◆ **Exercise goal**: Take the data below and filter it for lines containing the word "lineWidth"; show each line found.

Dataset entries
◆ ◆ ◆ ◆ ◆

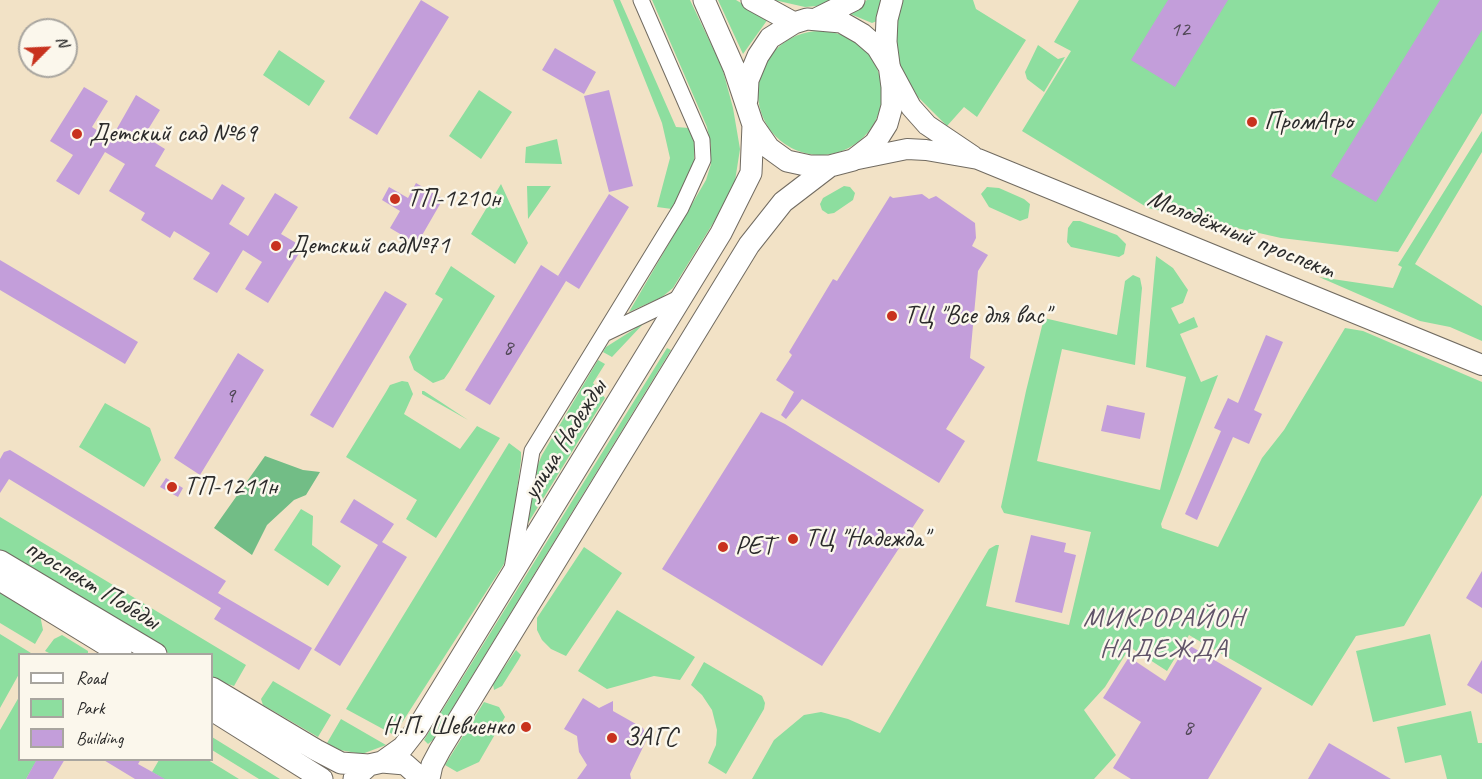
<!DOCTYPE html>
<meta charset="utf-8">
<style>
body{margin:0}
#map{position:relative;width:1482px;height:779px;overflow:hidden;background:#f2e2c6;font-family:Caveat,sans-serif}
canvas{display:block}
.legend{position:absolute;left:18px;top:653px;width:195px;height:108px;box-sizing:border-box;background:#fbf7ec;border:2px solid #a8a59f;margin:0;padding:8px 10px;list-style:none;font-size:18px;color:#2b2b2b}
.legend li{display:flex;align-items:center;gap:12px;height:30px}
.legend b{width:30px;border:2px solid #a8a59f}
.north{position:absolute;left:18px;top:18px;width:60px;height:60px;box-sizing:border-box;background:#fbf7ec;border:2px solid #a8a59f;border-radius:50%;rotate:66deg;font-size:16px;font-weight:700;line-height:24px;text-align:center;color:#2b2b2b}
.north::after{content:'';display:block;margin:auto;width:21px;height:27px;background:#c8321e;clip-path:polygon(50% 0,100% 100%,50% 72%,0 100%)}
</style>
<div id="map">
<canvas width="1482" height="779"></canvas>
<ul class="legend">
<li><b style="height:8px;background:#fff"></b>Road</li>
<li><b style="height:16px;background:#8dde9f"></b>Park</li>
<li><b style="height:16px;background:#c39eda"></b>Building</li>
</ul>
<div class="north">N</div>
</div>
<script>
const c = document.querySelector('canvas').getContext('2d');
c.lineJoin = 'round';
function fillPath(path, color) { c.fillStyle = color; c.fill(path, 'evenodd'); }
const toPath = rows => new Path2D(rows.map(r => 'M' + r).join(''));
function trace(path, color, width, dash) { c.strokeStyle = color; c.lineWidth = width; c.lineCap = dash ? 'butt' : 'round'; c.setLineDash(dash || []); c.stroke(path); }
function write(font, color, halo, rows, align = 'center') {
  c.font = font + ' Caveat,sans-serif'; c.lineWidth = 5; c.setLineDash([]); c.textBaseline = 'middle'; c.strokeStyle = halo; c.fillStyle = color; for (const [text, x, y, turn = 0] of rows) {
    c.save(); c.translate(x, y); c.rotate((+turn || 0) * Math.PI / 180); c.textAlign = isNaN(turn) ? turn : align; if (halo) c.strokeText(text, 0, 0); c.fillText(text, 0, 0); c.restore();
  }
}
const green = toPath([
 [613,0,620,0,676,127,689,128,694,138,694,162,672,209,657,207,670,158,662,123],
 [652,0,690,0,722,67,733,108,740,149,735,181,728,199,673,288,662,297,629,312,706,180,711,164,711,146,707,127],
 [718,0,736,0,768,19,743,54],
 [774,0,837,0,817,6,805,7],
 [867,0,883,0,877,21,872,23,848,13],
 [901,0,973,0,976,9,1026,40,977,117,964,107,947,126,918,97,901,68,894,37],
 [1079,0,1482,0,1482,113,1398,252,1281,238,1148,208,1022,131,1071,51,1054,42],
 '758 93a62 62 0 1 1 124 0a62 62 0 1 1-124 0Z',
 [1038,45,1058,59,1065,57,1044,92,1027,79,1025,72],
 [279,50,325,81,309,106,263,75],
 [479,90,512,112,481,159,449,136],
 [1482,131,1482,152,1415,264,1482,306,1482,341,1450,327,1420,321,1319,277,1393,288,1402,267,1398,265],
 [557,139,562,164,525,163,526,147],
 [501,184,528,243,515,264,471,234],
 [527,186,551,186,528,219],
 [844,186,850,187,855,193,853,200,834,213,828,214,822,210,820,204,823,198],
 [987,187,999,188,1024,199,1030,204,1028,218,1020,221,989,207,981,194],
 [1073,221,1080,221,1117,235,1126,244,1124,254,1119,257,1071,247,1067,242,1068,228],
 [1156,256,1173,268,1188,290,1183,303,1171,308,1179,324,1194,317,1198,327,1180,334,1201,382,1218,375,1161,524,1162,528,1218,547,1262,458,1284,430,1345,328,1363,331,1482,382,1482,495,1404,626,1356,636,1312,706,1189,635,1167,671,1130,647,1105,687,1084,710,1116,755,1094,779,752,779,774,740,804,715,821,712,848,719,880,733,989,549,996,545,999,545,986,606,1069,625,1091,532,1004,513,1001,507,1026,391,1044,318,1117,335,1125,281,1133,275,1140,278,1142,288,1135,365,1062,349,1037,461,1160,490,1186,377,1146,367],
 [451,266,495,296,449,372,444,379,433,383,414,370,409,357,443,299,435,294],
 [644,323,612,357,603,352,606,347],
 [667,348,671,350,433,740,428,744,424,740,427,735],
 [598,360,605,364,593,383,605,398,525,528,536,469,542,455],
 [402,381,408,382,413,394,404,414,460,449,477,426,500,438,436,538,406,519,417,500,346,457,386,392,390,385],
 [422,391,424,391,468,420,422,394],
 [105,403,150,428,161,460,144,487,79,447],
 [509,443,521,452,521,460,510,542,504,564,394,735,346,709],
 [301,509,313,516,312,545,341,566,328,586,274,550],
 [0,517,246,665,234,686,212,679,212,654,170,654,0,550],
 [584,547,622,573,566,656,551,649,542,640,537,630,537,618],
 [0,589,40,615,43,630,35,644,0,623],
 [617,610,695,657,680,680,654,676,607,689,578,671],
 [0,634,31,653,20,654,19,674,0,708],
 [1430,634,1446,705,1373,722,1356,651],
 [62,635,88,651,88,654,51,654,45,651,54,639],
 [516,650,521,655,519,659,502,686,494,690,493,684],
 [704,662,762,696,765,703,764,709,726,774,708,763,716,745,717,730,712,710,702,695,691,685],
 [273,681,331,715,318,737,263,705,261,699],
 [19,697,20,760,37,760,26,779,0,779,0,730],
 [484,702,499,707,505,717,479,762,457,772,445,765],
 [1471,711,1478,743,1482,743,1482,779,1447,779,1441,755,1405,763,1397,727],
 [341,719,386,745,362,754,340,750,327,743],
 [212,737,280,779,259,779,212,750],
 [159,760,208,760,239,779,164,779,152,772]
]);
const forest = toPath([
 [265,456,303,470,320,472,306,495,294,500,267,525,252,555,214,528]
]);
const building = toPath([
 [421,0,449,17,377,135,349,118],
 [1168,0,1228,0,1175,87,1131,60],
 [1440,0,1482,0,1482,30,1376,202,1331,176],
 [555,48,596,72,584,94,542,70],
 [84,87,108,101,92,127,111,139,136,95,160,110,144,136,165,149,155,166,212,200,222,184,245,198,229,224,248,236,275,193,298,207,281,234,303,247,268,303,245,289,262,262,243,250,217,293,193,279,210,253,174,231,170,238,141,220,145,213,109,191,125,164,105,152,79,195,56,181,73,155,50,141],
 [609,90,633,186,609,192,584,96],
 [416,183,443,199,417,244,390,228,400,211,382,200,389,187,408,198],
 [609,194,629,207,579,289,558,276],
 [922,194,929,199,936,196,975,223,976,238,972,246,988,255,978,271,970,358,985,367,946,429,965,441,939,483,802,399,786,419,781,415,794,392,776,380,792,355,789,352,833,279,837,281,890,196,893,198],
 [0,260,138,342,125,364,0,290],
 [541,265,566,281,490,405,465,390],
 [385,291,407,304,333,428,310,415],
 [1266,335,1283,342,1254,410,1262,414,1249,444,1233,437,1197,520,1185,514,1221,431,1214,428,1228,398,1238,403],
 [238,353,264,370,200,475,174,458],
 [1107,405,1145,413,1140,439,1101,431],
 [761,412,785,424,924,510,822,666,662,569],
 [10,450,226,581,218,593,312,648,299,670,214,619,221,608,9,479,0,493,0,459,4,452],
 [166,478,183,488,178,497,160,487],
 [354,499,394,524,382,542,407,557,340,666,314,650,378,545,340,522],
 [1031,535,1066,543,1064,552,1076,555,1062,613,1015,602],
 [1482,571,1482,608,1466,598],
 [1187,644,1262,688,1208,779,1131,779,1113,768,1141,722,1103,698,1129,657,1165,681],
 [1482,660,1482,694,1467,685],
 [583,698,599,708,613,701,613,711,643,728,647,739,630,774,631,779,577,779,587,765,579,752,577,736,564,729],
 [1329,743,1391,779,1308,779],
 [37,759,65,759,53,779,26,779],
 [102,759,141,759,138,764,165,779,135,779]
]);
const minor = toPath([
 [606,333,683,296],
 [512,569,532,451,681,208,703,160,702,140,641,0]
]);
const tertiary = toPath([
 [890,68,911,107,927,125,973,156],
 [853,160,907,149,926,150,978,159,1482,365]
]);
const secondary = toPath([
 [704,0,734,68,753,125,769,148,787,161,810,166,830,166,853,160,875,143,887,124,892,106,892,87,886,42,887,19,892,0],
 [752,0,794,23],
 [818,18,854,0],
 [747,100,748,80,758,56,770,38,794,23,807,19,841,22,862,34,877,47,888,65],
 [0,561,156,654],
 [0,580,121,654],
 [212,688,316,750,341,763,369,765],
 [212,710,322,779],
 [382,762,403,747,417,729,721,233,751,173,753,125],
 [354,779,369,765,382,762,405,764,422,779],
 [429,779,432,765,440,750,749,245,783,202,830,166]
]);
const markers = [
 [1252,122,6,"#c8321e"],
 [77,134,6,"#c8321e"],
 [395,199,6,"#c8321e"],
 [276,246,6,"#c8321e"],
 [892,316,6,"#c8321e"],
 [172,487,6,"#c8321e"],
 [793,539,6,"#c8321e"],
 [723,547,6,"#c8321e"],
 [526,727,6,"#c8321e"],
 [612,738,6,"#c8321e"]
];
const numberNames = [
 ["12",1180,30],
 ["8",508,348],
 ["9",230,396],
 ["8",1188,728]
];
const poiNames = [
 ["ПромАгро",1264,122],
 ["Детский сад №69",89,134],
 ["ТП-1210н",407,199],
 ["Детский сад№71",288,246],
 ["ТЦ \"Все для вас\"",904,316],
 ["ТП-1211н",184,487],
 ["ТЦ \"Надежда\"",805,539],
 ["РЕТ",735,547],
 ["Н.П. Шевченко",514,727,"right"],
 ["ЗАГС",624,738]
];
const streetNames = [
 ["Молодёжный проспект",1241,235,22],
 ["улица Надежды",565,440,-58],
 ["проспект Победы",92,585,31]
];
const neighbourhoodNames = [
 ["МИКРОРАЙОН",1164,619],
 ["НАДЕЖДА",1164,650]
];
fillPath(green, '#8dde9f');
fillPath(forest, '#72bd86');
fillPath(building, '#c39eda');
trace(minor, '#716b61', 17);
trace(tertiary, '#716b61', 22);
trace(secondary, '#716b61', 23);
trace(minor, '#fff', 15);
trace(tertiary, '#fff', 20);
trace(secondary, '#fff', 21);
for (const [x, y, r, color] of markers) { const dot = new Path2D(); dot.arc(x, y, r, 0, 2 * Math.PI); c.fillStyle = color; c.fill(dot); trace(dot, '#fbf7ec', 2); }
write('22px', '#514857', null, numberNames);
write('26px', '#2b2b2b', '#fbf7ec', poiNames, 'left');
write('26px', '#2b2b2b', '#fbf7ec', streetNames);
c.letterSpacing = '1.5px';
write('27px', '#605368', '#fbf7ec', neighbourhoodNames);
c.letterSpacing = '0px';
</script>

◆ ◆ ◆ ◆ ◆

◆ **Written reply**:
function trace(path, color, width, dash) { c.strokeStyle = color; c.lineWidth = width; c.lineCap = dash ? 'butt' : 'round'; c.setLineDash(dash || []); c.stroke(path); }
  c.font = font + ' Caveat,sans-serif'; c.lineWidth = 5; c.setLineDash([]); c.textBaseline = 'middle'; c.strokeStyle = halo; c.fillStyle = color; for (const [text, x, y, turn = 0] of rows) {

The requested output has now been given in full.